Background: Langerhans cell histiocytosis (LCH) is a rare disorder of the reticuloendothelial system with an unknown etiology. We herein present an LCH case with cardiac tamponade and the oral cavity involvement to raise awareness of the distinguishing features of this diagnostically challenging entity. Case Report: This study describes a 52-year-old man who presented with dyspnea (NYHA functional class II) and bilateral pedal edema of 4 days’ duration.
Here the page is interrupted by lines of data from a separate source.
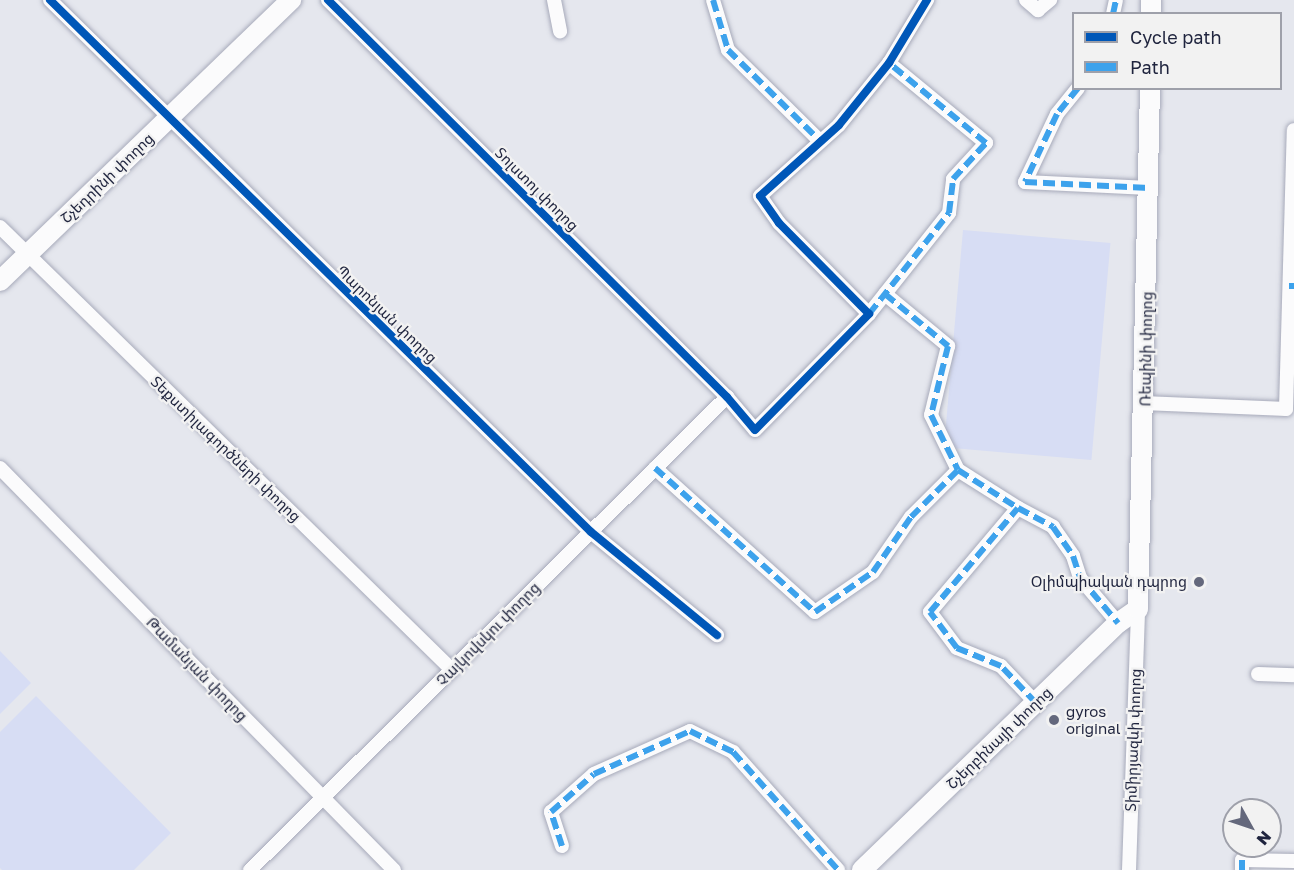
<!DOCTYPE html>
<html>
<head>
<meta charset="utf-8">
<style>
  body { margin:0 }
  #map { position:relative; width:1294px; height:870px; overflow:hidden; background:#e5e7ee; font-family:"Golos Text","Noto Sans Armenian",sans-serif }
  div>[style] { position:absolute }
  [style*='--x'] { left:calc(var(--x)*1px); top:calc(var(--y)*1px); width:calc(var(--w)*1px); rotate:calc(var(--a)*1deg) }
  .green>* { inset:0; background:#d7ddf4; transform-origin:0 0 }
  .roads { filter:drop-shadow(0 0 2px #a7aaba) drop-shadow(0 0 2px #a7aaba) }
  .street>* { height:14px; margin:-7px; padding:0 7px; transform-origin:7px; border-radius:7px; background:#fbfbfc }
  .secondary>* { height:20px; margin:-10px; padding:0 10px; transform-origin:10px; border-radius:10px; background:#fbfbfc }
  .quiet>* { height:6px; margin-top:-3px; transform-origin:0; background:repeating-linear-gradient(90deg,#3da2ec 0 12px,transparent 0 18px) }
  .cycleway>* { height:8px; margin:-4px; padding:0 4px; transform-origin:4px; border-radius:4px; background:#0057b8 }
  .dots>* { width:16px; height:16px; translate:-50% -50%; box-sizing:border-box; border:3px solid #f2f2f2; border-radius:50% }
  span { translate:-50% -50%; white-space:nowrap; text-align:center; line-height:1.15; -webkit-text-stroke:4.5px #f2f2f2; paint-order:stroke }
  .street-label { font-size:15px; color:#1f243e }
  .poi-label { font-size:15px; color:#1f243e }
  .right { translate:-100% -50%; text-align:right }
  .left { translate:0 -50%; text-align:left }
  .legend { position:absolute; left:1072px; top:12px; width:210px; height:78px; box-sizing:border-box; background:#f2f2f2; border:2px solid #9ea0aa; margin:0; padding:8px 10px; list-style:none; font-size:18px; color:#1f243e }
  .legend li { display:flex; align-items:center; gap:12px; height:30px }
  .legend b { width:30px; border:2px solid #9ea0aa }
  .north { position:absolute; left:1222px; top:798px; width:60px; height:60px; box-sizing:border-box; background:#f2f2f2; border:2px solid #9ea0aa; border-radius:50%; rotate:130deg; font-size:16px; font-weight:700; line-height:24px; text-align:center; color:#1f243e }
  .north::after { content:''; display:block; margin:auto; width:21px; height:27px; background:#64687c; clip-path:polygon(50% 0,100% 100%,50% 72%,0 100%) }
</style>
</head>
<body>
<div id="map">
  <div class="green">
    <div style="left:963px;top:230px;width:148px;height:218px;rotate:5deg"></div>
    <div style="clip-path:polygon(0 651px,31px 683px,0 714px)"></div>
    <div style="clip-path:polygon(36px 696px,171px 833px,134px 870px,2px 870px,0 868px,0 732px)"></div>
  </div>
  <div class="roads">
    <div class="street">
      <div style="--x:50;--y:0;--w:759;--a:44.52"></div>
      <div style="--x:591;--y:532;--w:163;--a:39.3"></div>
      <div style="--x:328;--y:0;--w:563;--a:44.86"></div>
      <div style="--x:727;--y:397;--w:43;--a:49.7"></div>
      <div style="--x:755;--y:430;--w:163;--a:-45.5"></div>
      <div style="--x:869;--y:314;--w:128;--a:-134.7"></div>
      <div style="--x:779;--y:223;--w:33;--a:-125"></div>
      <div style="--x:760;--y:196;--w:106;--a:-41.9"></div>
      <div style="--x:839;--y:125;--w:80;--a:-51.1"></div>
      <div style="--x:889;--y:63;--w:74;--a:-58.9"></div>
      <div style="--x:554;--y:0;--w:32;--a:79"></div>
      <div style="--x:713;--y:0;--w:52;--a:73.3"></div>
      <div style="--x:728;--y:50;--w:129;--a:44.7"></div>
      <div style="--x:1026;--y:0;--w:16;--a:40"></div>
      <div style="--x:1038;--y:10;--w:16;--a:-40"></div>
      <div style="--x:1113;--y:14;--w:14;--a:-78"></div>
      <div style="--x:1078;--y:88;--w:33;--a:129"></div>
      <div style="--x:1057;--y:114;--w:75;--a:115.2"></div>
      <div style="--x:1025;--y:182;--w:124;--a:2.8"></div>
      <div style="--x:0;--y:227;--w:633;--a:44.42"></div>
      <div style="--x:885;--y:294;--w:82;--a:39.5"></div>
      <div style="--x:948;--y:346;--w:71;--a:103.8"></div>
      <div style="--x:931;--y:415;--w:61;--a:63.9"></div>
      <div style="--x:869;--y:314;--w:129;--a:-51.6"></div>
      <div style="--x:949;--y:213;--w:34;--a:-83"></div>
      <div style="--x:953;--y:179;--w:49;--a:-47.5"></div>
      <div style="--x:986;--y:143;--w:126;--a:-140.5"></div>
      <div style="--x:1144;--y:403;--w:142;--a:2.4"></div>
      <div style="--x:1286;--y:409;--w:279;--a:-88.4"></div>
      <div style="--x:0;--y:468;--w:563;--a:45.58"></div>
      <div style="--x:655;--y:468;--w:215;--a:42"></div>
      <div style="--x:815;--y:612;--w:70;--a:-34.6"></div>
      <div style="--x:873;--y:572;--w:67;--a:-55.4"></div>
      <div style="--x:911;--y:517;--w:66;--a:-45"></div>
      <div style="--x:958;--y:470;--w:71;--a:32.3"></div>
      <div style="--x:1258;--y:674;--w:36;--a:2"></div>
      <div style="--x:1036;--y:703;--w:51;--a:-133.4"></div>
      <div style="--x:1001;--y:666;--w:48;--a:-157.8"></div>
      <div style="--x:957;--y:648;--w:45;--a:-126.9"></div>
      <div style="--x:930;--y:612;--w:136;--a:-49.8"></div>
      <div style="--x:1018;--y:508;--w:40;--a:28"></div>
      <div style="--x:1053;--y:527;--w:35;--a:55"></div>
      <div style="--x:1073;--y:556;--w:23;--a:72"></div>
      <div style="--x:1080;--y:578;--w:59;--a:49.8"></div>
      <div style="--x:562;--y:846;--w:36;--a:-108"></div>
      <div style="--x:551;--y:812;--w:57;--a:-41.5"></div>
      <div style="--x:594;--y:774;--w:105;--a:-24.1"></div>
      <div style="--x:690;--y:731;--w:48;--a:26"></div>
      <div style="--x:733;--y:752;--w:158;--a:48.3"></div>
      <div style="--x:250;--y:870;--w:672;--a:-44.76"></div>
      <div style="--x:1129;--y:870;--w:261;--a:-88"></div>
      <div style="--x:1242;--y:870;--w:10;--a:-90"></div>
      <div style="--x:1242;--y:860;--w:52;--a:1.1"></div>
    </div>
    <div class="secondary">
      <div style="--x:1151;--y:14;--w:14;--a:-90"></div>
      <div style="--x:0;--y:281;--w:405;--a:-44"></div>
      <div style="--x:862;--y:870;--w:356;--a:-44"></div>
      <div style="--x:1118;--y:623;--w:24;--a:-35"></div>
      <div style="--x:1138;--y:609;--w:521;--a:-88.68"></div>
    </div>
  </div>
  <div class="quiet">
    <div style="--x:713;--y:0;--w:52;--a:73.3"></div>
    <div style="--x:728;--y:50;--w:129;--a:44.7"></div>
    <div style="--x:1113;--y:14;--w:14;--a:-78"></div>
    <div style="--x:1078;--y:88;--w:33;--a:129"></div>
    <div style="--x:1057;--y:114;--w:75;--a:115.2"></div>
    <div style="--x:1025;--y:182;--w:124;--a:2.8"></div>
    <div style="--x:1289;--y:286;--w:5;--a:0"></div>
    <div style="--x:885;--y:294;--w:82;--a:39.5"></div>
    <div style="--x:948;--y:346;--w:71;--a:103.8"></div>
    <div style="--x:931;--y:415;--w:61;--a:63.9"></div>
    <div style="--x:869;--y:314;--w:129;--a:-51.6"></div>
    <div style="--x:949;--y:213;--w:34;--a:-83"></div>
    <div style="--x:953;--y:179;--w:49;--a:-47.5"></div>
    <div style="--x:986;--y:143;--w:126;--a:-140.5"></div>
    <div style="--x:655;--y:468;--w:215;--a:42"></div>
    <div style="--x:815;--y:612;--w:70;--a:-34.6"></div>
    <div style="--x:873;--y:572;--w:67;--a:-55.4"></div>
    <div style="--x:911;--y:517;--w:66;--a:-45"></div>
    <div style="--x:958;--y:470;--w:71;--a:32.3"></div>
    <div style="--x:1036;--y:703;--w:51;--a:-133.4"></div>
    <div style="--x:1001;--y:666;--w:48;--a:-157.8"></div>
    <div style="--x:957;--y:648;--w:45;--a:-126.9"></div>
    <div style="--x:930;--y:612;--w:136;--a:-49.8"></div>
    <div style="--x:1018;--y:508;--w:40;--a:28"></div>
    <div style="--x:1053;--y:527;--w:35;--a:55"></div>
    <div style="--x:1073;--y:556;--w:23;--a:72"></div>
    <div style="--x:1080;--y:578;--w:59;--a:49.8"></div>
    <div style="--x:562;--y:846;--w:36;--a:-108"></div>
    <div style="--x:551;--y:812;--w:57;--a:-41.5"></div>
    <div style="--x:594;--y:774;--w:105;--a:-24.1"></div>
    <div style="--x:690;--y:731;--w:48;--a:26"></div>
    <div style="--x:733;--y:752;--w:158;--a:48.3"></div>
    <div style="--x:1242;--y:870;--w:10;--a:-90"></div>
  </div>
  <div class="cycleway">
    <div style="--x:50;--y:0;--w:759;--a:44.52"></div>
    <div style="--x:591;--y:532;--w:163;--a:39.3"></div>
    <div style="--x:328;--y:0;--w:563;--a:44.86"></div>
    <div style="--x:727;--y:397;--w:43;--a:49.7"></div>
    <div style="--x:755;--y:430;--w:163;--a:-45.5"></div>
    <div style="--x:869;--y:314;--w:128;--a:-134.7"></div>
    <div style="--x:779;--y:223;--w:33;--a:-125"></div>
    <div style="--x:760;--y:196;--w:106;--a:-41.9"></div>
    <div style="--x:839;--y:125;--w:80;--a:-51.1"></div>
    <div style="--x:889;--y:63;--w:74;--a:-58.9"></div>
  </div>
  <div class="dots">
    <div style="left:1199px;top:582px;background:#64687c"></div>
    <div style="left:1054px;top:720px;background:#64687c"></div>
  </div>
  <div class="street-label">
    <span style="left:107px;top:178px;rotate:-44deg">Շչեդրինի փողոց</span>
    <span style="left:537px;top:189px;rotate:45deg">Տոլստոյ փողոց</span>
    <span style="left:387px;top:314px;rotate:44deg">Պարոնյան փողոց</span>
    <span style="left:1146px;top:349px;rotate:-89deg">Ռեպինի փողոց</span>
    <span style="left:226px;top:449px;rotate:44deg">Տեքստիլագործների փողոց</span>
    <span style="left:488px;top:634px;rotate:-45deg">Չայկովսկու փողոց</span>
    <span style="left:197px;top:669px;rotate:46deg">Թամանյան փողոց</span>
    <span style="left:999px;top:738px;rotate:-44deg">Շչերբինայի փողոց</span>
    <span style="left:1133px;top:740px;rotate:-88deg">Տիմիրյազևի փողոց</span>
  </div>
  <div class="poi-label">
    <span class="right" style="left:1187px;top:582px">Օլիմպիական դպրոց</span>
    <span class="left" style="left:1066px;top:720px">gyros<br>original</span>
  </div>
  <ul class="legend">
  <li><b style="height:8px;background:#0057b8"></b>Cycle path</li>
  <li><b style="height:8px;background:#3da2ec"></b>Path</li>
  </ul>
  <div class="north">N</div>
</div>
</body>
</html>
A clinical examination revealed a large pericardial effusion with cardiac tamponade. A positron emission tomography-computed tomography scan showed a heterogeneously enhancing soft tissue lesion, 2.6×1.7×1.6 cm in size, in the right mid-submandibular region. An intraoral examination confirmed the right submandibular mass. The biopsy of the submandibular gland mass confirmed the diagnosis of LCH. Conclusions: LCH is often diagnosed in childhood but may manifest in any age group, from infancy to adulthood. Pericardial effusion is a rare finding in this case of LCH. The rarity and the variable system involvement of LCH necessitate a multidisciplinary approach for accurate diagnosis and effective treatment.